[Data excerpts]

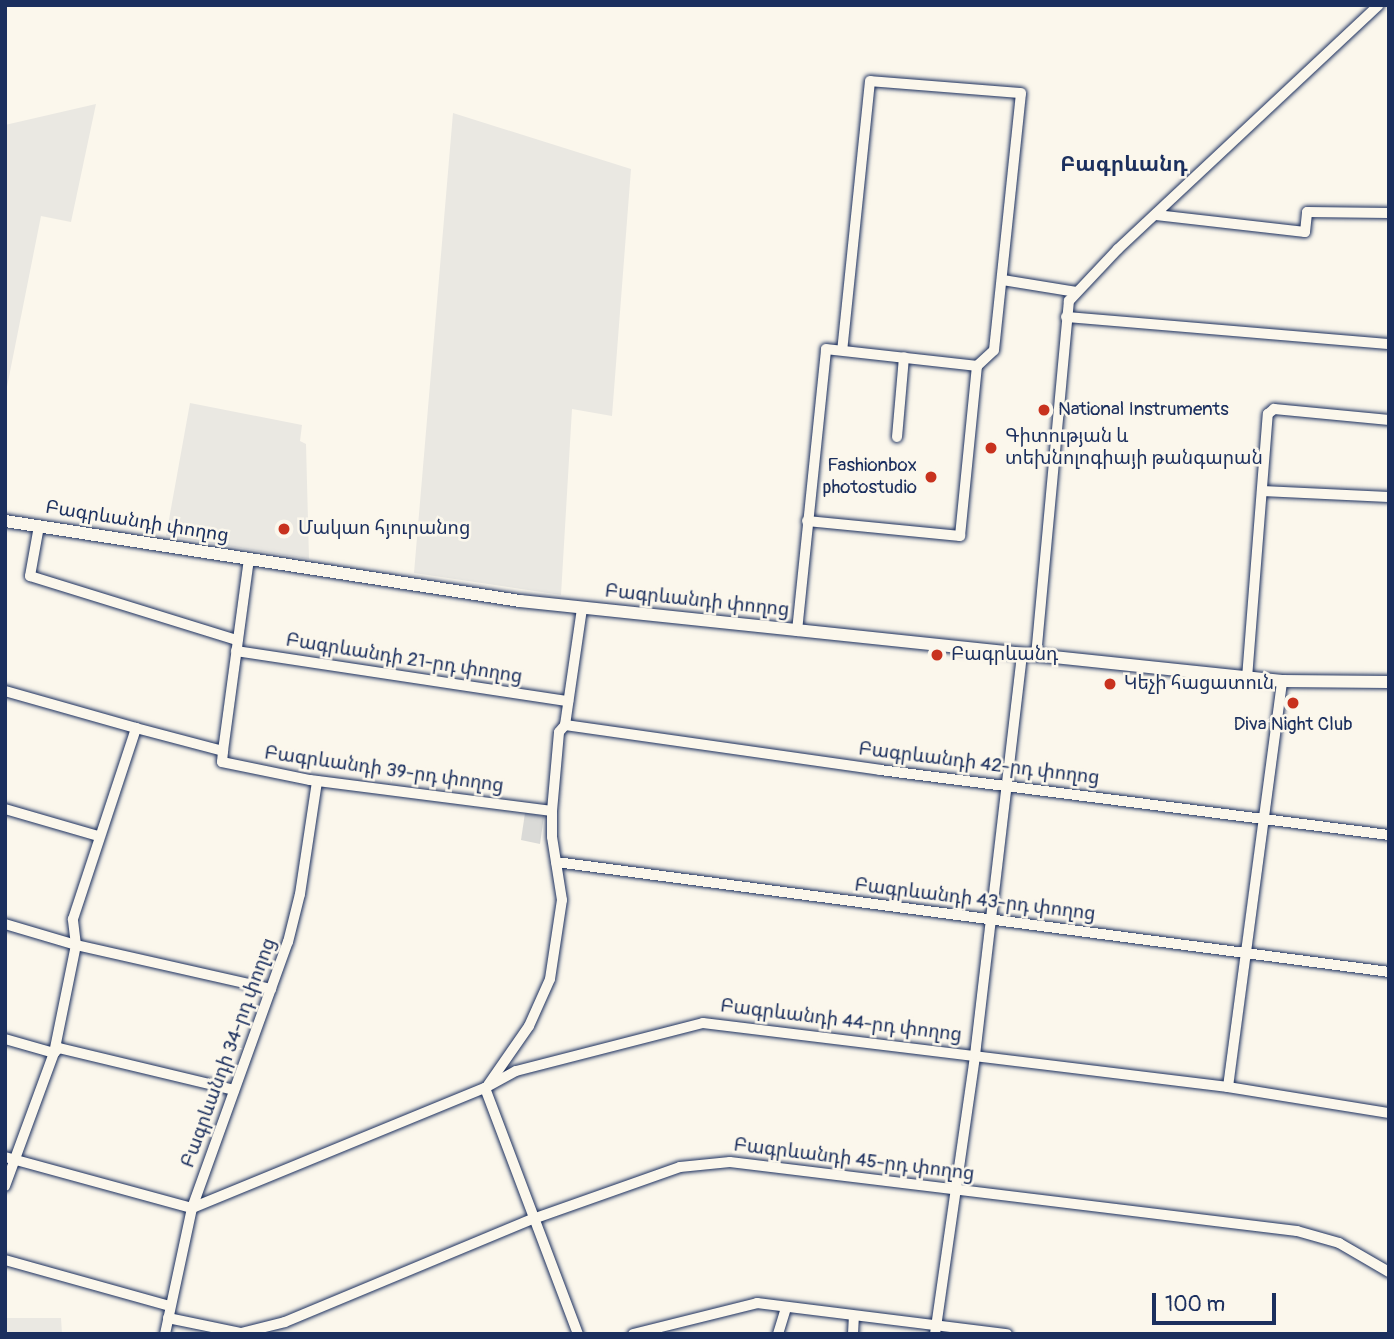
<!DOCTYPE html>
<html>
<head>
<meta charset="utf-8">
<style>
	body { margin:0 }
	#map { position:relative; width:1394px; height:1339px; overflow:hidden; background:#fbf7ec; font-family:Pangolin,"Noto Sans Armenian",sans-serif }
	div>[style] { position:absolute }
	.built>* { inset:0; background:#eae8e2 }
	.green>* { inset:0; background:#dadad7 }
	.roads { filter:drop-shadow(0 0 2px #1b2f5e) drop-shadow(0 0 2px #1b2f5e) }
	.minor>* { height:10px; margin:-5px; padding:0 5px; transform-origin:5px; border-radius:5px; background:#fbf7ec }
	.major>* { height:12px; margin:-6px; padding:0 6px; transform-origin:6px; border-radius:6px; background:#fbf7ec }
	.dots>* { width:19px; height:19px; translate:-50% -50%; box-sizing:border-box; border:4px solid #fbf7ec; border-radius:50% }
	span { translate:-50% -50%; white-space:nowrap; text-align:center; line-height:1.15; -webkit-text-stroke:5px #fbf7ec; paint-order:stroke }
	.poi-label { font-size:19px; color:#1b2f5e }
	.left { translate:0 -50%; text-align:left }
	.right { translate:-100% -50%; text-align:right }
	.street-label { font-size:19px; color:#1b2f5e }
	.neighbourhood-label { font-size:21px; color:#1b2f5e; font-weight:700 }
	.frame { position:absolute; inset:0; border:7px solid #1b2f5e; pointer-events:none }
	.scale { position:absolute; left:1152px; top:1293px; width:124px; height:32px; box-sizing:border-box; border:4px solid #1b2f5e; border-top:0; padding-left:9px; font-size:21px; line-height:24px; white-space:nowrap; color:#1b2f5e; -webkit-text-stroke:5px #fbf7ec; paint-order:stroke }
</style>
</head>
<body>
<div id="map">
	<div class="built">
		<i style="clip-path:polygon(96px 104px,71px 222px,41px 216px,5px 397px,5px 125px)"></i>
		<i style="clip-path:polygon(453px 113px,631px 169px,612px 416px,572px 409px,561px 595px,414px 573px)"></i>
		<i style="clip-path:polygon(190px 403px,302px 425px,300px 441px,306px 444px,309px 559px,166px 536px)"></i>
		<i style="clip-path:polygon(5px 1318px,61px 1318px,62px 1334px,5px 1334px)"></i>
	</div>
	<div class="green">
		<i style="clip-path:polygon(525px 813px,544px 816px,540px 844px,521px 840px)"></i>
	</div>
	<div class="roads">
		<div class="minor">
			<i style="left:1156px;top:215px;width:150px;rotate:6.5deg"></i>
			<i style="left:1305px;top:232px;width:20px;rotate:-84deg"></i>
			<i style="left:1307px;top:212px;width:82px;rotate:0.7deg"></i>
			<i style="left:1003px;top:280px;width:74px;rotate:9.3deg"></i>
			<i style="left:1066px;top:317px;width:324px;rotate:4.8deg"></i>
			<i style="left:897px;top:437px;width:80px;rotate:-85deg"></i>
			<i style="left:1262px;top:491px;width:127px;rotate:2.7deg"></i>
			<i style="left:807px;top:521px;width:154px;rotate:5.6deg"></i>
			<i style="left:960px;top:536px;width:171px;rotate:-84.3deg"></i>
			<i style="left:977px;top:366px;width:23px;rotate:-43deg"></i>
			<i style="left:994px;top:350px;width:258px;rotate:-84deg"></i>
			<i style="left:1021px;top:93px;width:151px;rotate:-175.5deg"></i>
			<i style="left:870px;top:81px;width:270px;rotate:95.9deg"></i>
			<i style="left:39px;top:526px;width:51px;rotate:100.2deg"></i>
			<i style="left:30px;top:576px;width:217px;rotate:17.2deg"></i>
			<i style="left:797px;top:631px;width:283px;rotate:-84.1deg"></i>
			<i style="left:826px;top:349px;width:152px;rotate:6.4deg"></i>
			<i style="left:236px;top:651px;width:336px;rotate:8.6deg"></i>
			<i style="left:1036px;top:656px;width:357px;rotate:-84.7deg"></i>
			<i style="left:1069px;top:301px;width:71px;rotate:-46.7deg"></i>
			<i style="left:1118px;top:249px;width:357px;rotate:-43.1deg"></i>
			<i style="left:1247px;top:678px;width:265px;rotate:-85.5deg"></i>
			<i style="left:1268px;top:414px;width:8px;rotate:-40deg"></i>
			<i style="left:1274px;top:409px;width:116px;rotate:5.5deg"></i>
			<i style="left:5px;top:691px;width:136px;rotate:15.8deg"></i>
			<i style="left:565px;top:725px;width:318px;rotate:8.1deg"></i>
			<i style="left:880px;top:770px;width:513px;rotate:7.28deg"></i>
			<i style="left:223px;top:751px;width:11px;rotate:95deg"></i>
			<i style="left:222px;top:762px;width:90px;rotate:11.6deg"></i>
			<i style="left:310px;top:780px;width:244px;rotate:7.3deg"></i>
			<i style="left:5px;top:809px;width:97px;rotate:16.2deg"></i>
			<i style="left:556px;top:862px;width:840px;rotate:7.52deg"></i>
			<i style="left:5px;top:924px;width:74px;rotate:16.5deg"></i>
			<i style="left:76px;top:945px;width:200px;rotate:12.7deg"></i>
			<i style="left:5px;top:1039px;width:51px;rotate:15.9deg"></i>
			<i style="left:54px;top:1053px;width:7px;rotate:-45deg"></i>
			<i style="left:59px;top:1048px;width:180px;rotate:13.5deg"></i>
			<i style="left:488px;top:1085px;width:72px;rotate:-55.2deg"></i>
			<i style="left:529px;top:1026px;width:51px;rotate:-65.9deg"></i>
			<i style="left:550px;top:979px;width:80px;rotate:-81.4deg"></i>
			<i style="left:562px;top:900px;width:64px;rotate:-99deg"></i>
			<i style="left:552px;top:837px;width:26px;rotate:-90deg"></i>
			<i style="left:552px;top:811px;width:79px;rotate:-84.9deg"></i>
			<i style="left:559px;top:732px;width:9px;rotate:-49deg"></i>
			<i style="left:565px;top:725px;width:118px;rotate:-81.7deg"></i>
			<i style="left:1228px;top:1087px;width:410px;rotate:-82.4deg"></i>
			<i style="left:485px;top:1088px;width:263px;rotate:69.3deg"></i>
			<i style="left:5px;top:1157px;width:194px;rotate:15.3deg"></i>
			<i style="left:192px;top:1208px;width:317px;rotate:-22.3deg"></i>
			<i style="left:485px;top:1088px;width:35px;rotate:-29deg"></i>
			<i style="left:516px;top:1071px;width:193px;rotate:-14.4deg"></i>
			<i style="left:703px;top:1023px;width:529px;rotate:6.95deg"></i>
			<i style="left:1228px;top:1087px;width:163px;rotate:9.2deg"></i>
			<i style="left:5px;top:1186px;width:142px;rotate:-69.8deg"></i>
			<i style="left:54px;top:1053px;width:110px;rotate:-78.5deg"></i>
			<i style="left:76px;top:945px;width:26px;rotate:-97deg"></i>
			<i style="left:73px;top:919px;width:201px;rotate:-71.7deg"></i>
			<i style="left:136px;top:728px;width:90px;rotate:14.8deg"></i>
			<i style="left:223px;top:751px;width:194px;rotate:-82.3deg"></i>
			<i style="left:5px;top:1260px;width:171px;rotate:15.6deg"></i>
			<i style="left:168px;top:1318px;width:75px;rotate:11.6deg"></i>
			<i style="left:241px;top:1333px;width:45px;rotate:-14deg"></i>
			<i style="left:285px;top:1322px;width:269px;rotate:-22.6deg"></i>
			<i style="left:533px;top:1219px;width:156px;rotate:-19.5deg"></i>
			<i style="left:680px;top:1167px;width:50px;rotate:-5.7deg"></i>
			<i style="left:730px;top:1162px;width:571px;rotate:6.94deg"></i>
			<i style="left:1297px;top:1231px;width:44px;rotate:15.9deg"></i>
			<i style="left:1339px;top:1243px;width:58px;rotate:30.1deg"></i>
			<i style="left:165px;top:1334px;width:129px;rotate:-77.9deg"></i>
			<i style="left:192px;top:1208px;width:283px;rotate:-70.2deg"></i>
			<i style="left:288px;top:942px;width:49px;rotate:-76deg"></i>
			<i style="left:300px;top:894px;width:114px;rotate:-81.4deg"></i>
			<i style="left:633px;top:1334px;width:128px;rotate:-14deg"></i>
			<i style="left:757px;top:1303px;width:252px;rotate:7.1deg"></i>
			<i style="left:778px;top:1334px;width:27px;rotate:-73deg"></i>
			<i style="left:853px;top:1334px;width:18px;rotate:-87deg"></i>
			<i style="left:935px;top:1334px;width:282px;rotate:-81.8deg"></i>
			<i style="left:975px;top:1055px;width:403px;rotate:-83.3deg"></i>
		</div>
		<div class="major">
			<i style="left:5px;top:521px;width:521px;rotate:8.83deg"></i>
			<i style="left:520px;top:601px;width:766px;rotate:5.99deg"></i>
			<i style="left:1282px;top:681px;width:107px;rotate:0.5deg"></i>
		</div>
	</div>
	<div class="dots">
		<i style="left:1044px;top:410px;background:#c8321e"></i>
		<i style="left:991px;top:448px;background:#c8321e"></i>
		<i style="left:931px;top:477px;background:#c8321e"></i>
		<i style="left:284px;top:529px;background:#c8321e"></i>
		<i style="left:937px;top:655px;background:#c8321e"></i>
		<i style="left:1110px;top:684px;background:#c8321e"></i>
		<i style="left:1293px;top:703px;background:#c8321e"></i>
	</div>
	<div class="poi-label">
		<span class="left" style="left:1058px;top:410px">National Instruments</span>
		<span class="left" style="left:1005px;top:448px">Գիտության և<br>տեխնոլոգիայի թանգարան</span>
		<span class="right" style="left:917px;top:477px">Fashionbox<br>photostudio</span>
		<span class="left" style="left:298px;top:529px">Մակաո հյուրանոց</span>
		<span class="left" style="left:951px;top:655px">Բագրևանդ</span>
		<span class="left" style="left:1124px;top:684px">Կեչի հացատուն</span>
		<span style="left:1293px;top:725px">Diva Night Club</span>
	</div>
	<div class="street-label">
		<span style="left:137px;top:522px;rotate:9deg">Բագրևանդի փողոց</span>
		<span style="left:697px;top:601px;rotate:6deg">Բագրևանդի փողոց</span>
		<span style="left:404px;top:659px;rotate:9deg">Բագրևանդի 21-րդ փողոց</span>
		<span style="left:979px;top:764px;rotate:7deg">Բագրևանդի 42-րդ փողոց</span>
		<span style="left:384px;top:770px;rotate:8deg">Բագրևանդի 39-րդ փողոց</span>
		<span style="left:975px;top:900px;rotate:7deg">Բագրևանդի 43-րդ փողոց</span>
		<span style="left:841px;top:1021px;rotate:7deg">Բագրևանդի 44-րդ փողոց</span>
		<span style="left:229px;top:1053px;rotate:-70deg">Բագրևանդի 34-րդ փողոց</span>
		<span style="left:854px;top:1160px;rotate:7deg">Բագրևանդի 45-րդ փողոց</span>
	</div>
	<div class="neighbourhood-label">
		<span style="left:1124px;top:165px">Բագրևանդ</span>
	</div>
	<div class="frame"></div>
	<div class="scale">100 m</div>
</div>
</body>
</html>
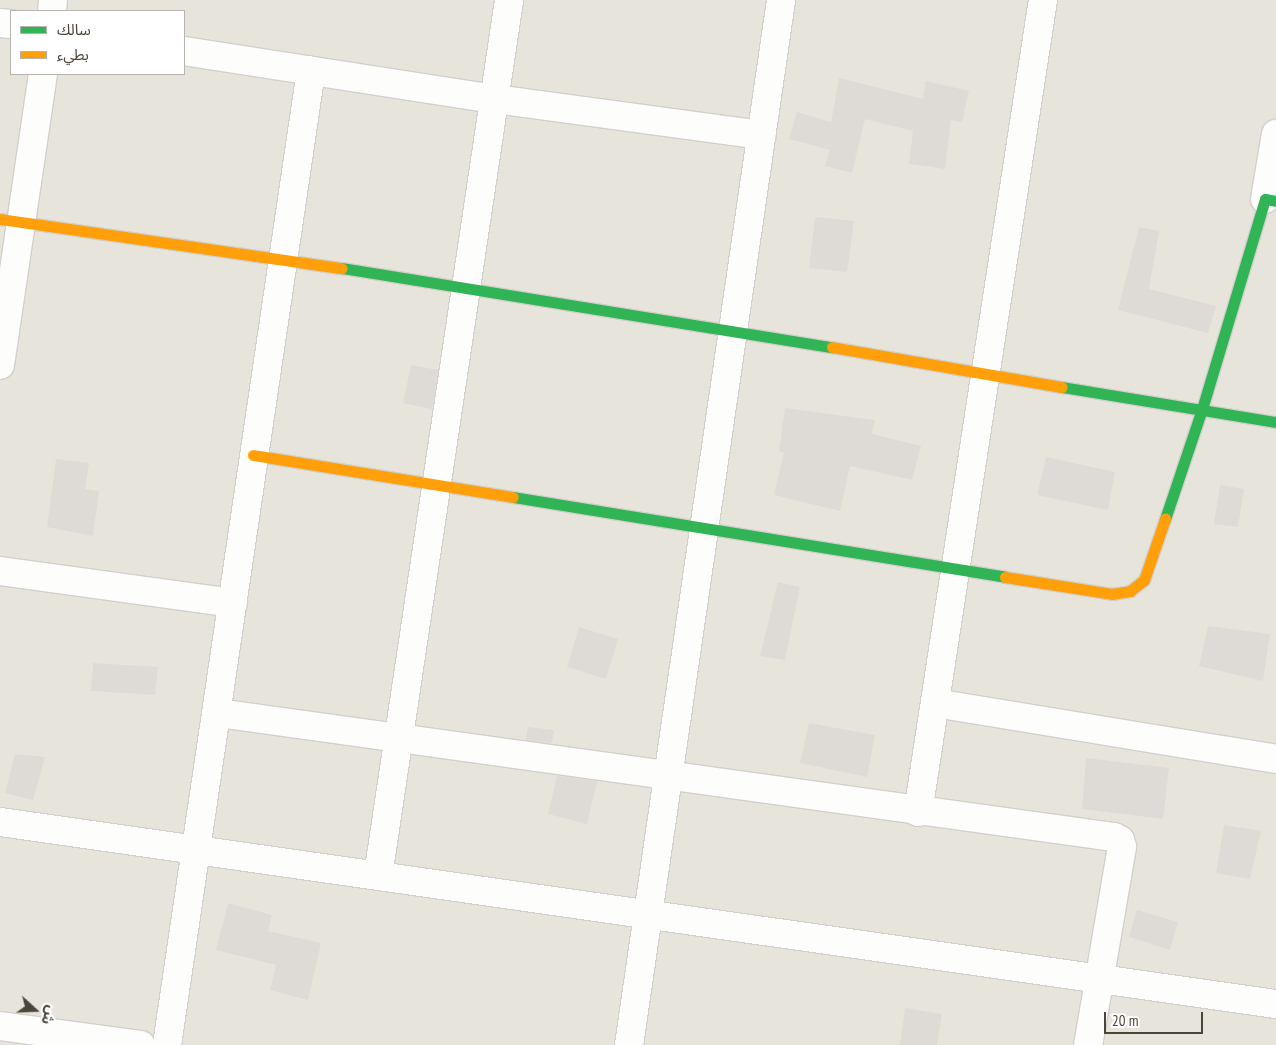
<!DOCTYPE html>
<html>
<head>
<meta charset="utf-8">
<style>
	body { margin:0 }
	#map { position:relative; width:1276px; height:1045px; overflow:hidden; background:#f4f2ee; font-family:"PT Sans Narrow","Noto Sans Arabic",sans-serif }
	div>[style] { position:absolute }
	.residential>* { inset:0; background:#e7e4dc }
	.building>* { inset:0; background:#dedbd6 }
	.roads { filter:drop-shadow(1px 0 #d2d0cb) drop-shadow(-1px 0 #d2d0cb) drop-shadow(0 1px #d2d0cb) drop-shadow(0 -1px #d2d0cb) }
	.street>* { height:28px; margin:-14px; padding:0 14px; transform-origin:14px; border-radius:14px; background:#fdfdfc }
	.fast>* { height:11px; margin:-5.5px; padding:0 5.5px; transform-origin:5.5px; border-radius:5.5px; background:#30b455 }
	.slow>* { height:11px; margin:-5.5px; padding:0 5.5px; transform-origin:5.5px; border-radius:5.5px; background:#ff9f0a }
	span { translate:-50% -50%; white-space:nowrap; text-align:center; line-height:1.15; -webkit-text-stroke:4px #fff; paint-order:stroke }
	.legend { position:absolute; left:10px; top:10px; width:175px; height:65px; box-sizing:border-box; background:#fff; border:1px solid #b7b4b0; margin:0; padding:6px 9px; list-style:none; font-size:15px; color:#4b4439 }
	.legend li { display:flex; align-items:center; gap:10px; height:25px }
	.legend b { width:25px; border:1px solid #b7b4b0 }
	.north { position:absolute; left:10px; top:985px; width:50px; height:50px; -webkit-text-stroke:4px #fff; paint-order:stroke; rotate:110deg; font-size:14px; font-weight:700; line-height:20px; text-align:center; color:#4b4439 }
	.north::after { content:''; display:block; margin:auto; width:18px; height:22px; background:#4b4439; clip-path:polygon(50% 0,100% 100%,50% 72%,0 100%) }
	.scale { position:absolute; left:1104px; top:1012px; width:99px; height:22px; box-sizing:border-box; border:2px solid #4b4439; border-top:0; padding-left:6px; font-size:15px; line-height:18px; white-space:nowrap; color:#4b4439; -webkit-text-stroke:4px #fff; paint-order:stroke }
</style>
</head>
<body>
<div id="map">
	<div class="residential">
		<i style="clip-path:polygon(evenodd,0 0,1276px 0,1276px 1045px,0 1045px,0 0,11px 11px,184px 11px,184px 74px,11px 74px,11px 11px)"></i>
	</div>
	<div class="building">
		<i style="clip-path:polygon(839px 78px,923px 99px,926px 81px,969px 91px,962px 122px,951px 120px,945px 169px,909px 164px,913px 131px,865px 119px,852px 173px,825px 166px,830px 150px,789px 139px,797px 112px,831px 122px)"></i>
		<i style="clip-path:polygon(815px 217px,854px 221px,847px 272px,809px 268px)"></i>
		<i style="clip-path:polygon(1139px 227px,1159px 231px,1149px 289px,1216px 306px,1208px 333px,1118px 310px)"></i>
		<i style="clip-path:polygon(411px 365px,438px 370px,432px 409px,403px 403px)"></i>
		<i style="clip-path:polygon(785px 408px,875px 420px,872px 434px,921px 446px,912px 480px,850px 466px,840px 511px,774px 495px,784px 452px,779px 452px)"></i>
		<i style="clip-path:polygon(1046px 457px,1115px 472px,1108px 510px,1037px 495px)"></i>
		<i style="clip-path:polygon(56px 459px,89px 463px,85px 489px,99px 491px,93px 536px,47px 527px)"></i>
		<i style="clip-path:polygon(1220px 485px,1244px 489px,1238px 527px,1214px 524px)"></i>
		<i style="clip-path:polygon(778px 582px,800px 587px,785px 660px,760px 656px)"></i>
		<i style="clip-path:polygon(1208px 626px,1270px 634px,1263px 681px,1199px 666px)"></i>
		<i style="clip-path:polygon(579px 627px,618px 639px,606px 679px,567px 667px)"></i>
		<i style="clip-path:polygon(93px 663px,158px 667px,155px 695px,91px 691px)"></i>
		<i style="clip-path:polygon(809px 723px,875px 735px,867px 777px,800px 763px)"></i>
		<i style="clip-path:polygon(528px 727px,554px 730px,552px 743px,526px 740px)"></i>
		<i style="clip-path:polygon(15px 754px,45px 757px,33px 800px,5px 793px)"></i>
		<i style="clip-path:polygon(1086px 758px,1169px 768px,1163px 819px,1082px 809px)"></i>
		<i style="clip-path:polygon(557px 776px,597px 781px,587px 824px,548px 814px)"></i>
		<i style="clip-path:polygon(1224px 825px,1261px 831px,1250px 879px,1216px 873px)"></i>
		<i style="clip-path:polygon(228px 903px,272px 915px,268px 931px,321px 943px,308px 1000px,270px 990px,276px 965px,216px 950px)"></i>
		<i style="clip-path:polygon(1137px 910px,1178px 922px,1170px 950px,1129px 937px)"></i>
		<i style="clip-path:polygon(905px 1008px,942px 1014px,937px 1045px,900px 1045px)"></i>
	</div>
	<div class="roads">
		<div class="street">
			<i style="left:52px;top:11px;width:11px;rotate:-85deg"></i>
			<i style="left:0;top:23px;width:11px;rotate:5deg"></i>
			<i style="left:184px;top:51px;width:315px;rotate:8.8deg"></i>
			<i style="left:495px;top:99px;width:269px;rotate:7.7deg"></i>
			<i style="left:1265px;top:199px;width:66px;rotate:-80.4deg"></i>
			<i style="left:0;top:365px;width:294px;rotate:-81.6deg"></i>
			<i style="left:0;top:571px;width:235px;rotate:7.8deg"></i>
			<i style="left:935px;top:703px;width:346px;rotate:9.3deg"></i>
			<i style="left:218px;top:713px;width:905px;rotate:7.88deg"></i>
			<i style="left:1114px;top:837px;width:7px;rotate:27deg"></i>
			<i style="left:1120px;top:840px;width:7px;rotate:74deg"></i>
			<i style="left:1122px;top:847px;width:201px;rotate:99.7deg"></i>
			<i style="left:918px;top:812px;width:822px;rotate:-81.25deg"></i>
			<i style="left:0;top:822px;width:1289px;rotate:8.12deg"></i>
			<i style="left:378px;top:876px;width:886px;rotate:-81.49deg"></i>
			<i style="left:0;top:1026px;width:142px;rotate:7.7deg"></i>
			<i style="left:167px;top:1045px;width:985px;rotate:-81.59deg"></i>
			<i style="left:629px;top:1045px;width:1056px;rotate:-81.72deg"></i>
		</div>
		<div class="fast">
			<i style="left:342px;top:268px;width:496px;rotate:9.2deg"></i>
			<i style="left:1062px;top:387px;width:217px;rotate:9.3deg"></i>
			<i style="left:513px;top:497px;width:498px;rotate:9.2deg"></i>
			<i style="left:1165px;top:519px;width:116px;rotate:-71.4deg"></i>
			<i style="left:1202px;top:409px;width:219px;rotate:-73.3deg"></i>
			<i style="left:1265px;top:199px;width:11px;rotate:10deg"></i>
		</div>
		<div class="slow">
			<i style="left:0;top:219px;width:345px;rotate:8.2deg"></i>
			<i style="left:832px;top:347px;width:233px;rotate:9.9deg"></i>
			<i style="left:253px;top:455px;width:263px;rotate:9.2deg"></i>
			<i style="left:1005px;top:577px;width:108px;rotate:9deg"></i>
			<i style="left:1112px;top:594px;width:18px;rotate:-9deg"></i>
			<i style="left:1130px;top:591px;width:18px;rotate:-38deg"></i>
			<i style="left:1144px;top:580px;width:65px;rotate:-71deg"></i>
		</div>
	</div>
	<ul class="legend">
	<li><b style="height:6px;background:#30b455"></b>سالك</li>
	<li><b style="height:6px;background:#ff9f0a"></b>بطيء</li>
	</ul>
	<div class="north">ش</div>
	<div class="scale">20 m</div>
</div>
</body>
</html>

> EXERCISE INSTRUCTIONS: Respond with a number only, please: how many lines in this data include the word "serif".

> ANSWER TO THIS EXERCISE: 2